## Work instruction
Find every line in the records below that holds the word "limit" and copy it.

## Exercise materials
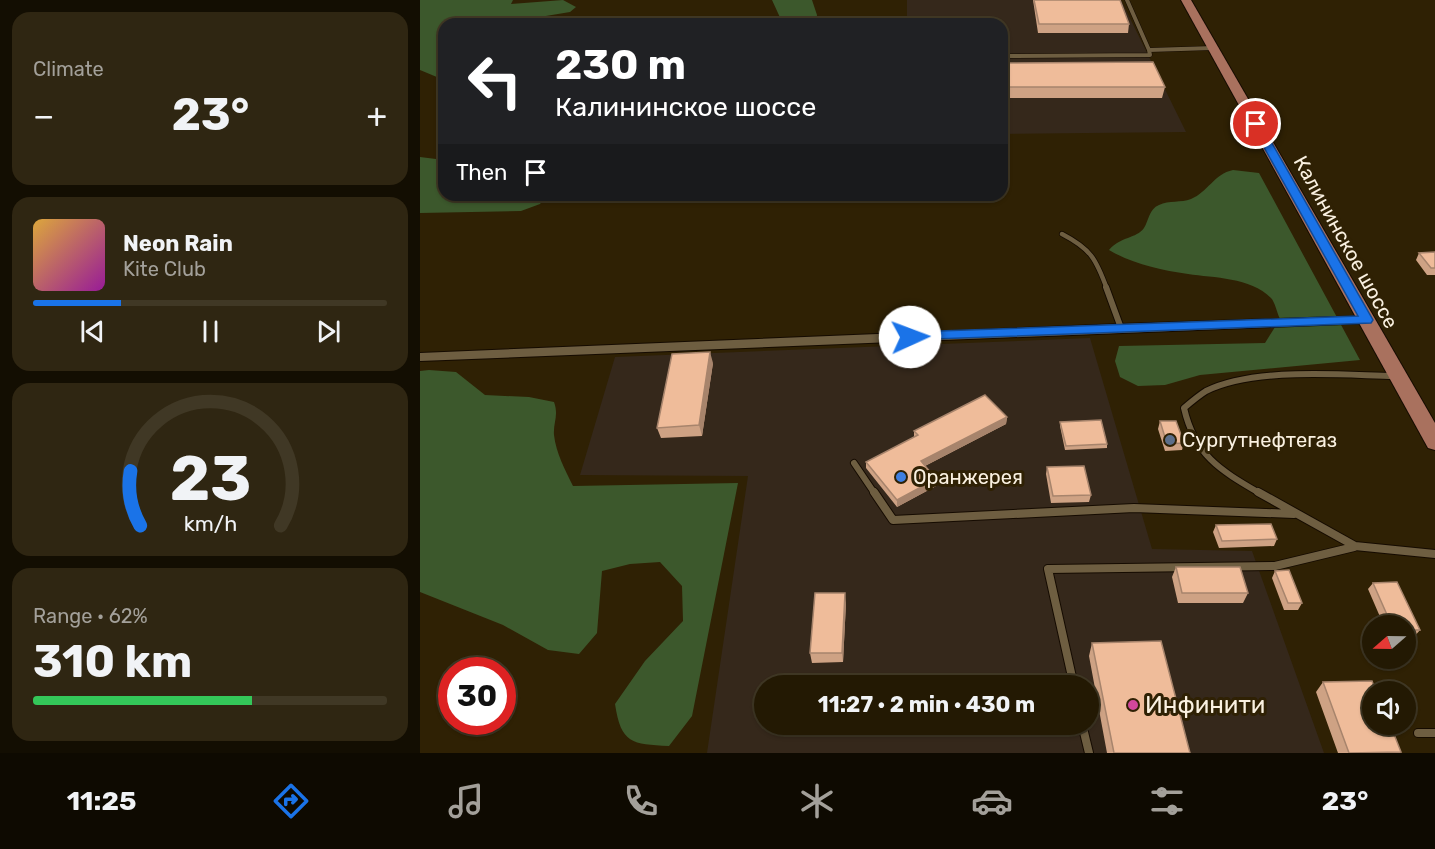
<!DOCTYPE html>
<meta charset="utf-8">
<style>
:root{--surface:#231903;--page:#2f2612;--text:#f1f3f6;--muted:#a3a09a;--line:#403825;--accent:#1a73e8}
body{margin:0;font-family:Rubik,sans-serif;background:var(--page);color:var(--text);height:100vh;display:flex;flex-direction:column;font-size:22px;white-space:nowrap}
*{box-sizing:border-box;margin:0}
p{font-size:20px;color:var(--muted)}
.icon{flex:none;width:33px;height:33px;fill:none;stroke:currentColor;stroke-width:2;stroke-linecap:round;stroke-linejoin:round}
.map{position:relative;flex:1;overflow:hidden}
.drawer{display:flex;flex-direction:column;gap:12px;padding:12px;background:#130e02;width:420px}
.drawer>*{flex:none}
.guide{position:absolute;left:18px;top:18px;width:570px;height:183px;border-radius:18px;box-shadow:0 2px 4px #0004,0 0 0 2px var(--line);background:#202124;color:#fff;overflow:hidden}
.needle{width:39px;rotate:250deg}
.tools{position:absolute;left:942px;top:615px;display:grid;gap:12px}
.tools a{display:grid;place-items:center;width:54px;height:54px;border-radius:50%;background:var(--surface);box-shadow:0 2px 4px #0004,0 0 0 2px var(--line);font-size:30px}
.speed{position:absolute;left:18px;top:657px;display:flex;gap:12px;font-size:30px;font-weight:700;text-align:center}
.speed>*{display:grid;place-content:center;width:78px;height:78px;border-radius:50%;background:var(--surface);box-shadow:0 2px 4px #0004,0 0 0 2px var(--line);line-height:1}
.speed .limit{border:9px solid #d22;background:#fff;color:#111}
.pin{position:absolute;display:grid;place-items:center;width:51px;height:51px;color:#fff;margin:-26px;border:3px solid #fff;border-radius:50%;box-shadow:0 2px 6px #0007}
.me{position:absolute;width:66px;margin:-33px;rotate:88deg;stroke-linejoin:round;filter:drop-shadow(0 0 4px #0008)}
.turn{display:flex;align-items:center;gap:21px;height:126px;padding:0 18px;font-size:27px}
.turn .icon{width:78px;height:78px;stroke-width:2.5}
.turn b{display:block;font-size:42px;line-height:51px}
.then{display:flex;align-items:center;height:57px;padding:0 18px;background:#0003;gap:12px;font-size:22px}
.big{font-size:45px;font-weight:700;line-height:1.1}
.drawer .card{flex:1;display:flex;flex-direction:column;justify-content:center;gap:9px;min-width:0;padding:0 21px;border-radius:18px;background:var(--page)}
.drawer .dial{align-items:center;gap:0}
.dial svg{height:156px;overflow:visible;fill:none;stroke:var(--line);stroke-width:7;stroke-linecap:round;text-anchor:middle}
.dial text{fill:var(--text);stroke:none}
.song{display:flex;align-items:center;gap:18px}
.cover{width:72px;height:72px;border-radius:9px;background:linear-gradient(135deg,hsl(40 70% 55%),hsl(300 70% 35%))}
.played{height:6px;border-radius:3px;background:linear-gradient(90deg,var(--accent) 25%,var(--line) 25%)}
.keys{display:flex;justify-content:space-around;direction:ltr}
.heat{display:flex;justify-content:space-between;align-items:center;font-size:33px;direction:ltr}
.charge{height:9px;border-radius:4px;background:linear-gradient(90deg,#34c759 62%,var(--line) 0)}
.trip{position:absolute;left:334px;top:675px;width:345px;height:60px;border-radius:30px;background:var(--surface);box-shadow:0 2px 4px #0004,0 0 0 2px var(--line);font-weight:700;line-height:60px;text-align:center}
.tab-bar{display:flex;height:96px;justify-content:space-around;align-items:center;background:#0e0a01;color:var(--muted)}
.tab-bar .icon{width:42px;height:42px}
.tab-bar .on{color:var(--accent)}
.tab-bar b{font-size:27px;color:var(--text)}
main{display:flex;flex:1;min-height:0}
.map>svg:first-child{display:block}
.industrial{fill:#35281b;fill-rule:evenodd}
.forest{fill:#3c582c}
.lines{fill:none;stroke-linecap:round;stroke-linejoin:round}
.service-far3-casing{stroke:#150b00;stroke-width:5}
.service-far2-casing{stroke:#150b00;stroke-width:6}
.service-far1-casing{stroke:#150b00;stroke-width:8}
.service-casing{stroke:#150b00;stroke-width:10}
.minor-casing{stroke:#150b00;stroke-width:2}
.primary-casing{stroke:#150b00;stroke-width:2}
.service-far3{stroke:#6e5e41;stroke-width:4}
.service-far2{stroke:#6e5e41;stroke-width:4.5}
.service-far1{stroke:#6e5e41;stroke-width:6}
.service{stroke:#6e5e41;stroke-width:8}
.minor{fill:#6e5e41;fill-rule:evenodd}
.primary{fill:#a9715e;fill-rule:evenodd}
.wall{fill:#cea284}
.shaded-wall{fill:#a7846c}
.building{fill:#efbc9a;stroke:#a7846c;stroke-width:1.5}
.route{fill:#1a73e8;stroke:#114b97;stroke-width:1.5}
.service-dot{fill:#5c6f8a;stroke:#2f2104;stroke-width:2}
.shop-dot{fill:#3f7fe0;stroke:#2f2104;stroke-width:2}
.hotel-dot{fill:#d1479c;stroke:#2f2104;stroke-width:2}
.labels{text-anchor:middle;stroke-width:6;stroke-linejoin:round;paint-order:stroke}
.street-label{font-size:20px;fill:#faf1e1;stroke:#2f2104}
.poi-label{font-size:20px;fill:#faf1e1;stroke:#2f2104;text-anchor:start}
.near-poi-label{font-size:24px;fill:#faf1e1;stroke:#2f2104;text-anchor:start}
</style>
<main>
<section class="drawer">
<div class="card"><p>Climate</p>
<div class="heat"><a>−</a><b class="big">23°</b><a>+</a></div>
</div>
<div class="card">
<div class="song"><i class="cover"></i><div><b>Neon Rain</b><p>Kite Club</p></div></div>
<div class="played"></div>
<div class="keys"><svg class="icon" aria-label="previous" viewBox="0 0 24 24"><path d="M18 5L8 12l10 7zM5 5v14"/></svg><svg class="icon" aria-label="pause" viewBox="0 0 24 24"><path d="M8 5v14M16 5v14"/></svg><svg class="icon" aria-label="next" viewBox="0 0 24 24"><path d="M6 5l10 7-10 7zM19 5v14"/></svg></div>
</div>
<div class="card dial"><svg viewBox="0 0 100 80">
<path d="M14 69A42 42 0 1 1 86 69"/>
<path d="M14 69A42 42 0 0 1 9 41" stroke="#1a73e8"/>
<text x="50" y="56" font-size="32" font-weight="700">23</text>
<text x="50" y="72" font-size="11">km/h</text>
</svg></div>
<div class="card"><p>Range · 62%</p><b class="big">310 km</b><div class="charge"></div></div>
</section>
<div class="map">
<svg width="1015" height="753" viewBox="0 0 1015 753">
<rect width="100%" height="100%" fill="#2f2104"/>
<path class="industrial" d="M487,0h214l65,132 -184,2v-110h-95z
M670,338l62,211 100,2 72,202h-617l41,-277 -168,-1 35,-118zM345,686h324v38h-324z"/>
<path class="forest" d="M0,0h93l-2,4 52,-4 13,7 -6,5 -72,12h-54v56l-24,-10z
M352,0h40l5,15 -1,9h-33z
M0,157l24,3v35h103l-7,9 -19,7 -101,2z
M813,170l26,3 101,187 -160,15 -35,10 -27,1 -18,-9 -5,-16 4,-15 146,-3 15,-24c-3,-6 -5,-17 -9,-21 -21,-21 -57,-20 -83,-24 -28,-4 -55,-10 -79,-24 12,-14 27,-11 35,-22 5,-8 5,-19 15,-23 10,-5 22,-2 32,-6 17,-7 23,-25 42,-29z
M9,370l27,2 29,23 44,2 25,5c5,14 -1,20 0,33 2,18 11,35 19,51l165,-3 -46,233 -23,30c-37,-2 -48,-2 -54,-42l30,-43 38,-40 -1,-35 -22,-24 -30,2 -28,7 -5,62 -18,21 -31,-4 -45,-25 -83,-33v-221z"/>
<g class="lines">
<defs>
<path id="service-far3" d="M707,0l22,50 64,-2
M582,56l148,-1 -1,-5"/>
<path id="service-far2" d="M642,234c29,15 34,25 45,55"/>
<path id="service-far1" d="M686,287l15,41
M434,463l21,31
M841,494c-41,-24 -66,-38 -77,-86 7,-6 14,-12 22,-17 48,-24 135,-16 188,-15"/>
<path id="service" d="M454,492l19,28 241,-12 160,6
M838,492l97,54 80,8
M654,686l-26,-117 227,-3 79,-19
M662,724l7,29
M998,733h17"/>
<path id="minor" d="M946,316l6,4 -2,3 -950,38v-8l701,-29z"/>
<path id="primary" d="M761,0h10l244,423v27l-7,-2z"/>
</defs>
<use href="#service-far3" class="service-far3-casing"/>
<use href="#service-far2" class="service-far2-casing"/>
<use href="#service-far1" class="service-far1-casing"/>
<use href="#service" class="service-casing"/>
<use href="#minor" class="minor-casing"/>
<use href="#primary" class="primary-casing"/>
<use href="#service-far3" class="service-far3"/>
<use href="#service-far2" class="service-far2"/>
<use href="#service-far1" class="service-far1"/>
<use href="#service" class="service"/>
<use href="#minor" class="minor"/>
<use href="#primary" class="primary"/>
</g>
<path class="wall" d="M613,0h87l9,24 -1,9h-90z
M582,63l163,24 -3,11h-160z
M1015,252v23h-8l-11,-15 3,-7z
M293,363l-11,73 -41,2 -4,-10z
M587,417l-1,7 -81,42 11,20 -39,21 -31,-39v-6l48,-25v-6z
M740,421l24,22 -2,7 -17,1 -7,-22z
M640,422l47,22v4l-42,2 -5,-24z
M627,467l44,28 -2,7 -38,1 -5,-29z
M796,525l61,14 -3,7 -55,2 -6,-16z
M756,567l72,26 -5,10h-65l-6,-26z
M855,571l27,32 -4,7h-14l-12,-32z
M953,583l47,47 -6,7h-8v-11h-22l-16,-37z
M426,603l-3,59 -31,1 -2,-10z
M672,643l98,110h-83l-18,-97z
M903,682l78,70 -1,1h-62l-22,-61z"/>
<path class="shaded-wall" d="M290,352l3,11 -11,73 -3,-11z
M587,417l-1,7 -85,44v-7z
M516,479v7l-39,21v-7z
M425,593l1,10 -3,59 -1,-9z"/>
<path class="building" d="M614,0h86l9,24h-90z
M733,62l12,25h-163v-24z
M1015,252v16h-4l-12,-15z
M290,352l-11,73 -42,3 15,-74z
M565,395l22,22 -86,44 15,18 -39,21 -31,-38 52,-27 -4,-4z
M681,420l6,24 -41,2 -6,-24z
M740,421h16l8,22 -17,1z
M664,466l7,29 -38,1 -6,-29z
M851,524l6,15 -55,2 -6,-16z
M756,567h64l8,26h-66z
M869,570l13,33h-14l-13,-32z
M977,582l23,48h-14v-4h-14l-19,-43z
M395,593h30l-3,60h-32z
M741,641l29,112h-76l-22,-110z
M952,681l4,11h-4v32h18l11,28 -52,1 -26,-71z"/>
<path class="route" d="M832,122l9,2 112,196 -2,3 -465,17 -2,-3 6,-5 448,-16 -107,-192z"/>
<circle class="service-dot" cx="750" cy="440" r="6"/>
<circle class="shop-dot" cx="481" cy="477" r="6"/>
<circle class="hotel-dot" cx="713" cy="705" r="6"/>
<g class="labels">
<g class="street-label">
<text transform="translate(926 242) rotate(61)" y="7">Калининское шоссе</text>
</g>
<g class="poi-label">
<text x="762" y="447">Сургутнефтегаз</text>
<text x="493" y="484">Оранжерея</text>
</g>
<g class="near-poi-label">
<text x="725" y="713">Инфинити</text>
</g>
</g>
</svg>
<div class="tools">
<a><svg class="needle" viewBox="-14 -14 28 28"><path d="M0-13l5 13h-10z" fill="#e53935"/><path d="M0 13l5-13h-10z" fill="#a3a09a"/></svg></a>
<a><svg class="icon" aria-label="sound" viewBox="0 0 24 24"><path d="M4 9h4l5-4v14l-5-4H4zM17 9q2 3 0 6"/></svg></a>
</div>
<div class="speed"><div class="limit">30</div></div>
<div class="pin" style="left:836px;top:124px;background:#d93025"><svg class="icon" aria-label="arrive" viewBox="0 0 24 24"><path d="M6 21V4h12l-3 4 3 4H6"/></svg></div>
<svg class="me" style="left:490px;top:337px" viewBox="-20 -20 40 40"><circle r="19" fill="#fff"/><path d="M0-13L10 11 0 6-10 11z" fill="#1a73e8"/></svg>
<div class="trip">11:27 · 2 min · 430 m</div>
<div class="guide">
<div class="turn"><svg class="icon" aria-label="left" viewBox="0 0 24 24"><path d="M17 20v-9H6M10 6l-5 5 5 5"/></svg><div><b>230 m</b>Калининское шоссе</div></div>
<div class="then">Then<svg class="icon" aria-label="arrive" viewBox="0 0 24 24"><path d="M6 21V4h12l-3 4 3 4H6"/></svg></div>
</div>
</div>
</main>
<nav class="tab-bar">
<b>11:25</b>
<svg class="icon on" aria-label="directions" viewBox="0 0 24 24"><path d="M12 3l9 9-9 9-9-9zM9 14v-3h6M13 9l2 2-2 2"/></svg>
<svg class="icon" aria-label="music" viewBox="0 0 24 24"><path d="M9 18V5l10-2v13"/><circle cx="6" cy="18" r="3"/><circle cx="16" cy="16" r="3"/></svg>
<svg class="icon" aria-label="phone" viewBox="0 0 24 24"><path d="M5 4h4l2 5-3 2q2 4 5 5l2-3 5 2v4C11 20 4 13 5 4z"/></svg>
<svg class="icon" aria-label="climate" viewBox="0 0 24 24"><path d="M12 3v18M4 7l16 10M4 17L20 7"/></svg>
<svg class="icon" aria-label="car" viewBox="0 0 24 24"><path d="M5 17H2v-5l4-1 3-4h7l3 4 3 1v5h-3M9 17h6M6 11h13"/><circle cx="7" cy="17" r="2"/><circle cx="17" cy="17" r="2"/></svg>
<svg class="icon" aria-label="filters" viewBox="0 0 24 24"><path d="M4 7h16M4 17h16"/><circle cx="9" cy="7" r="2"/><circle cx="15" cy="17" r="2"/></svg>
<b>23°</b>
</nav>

## Answer to this exercise
.speed .limit{border:9px solid #d22;background:#fff;color:#111}
<div class="speed"><div class="limit">30</div></div>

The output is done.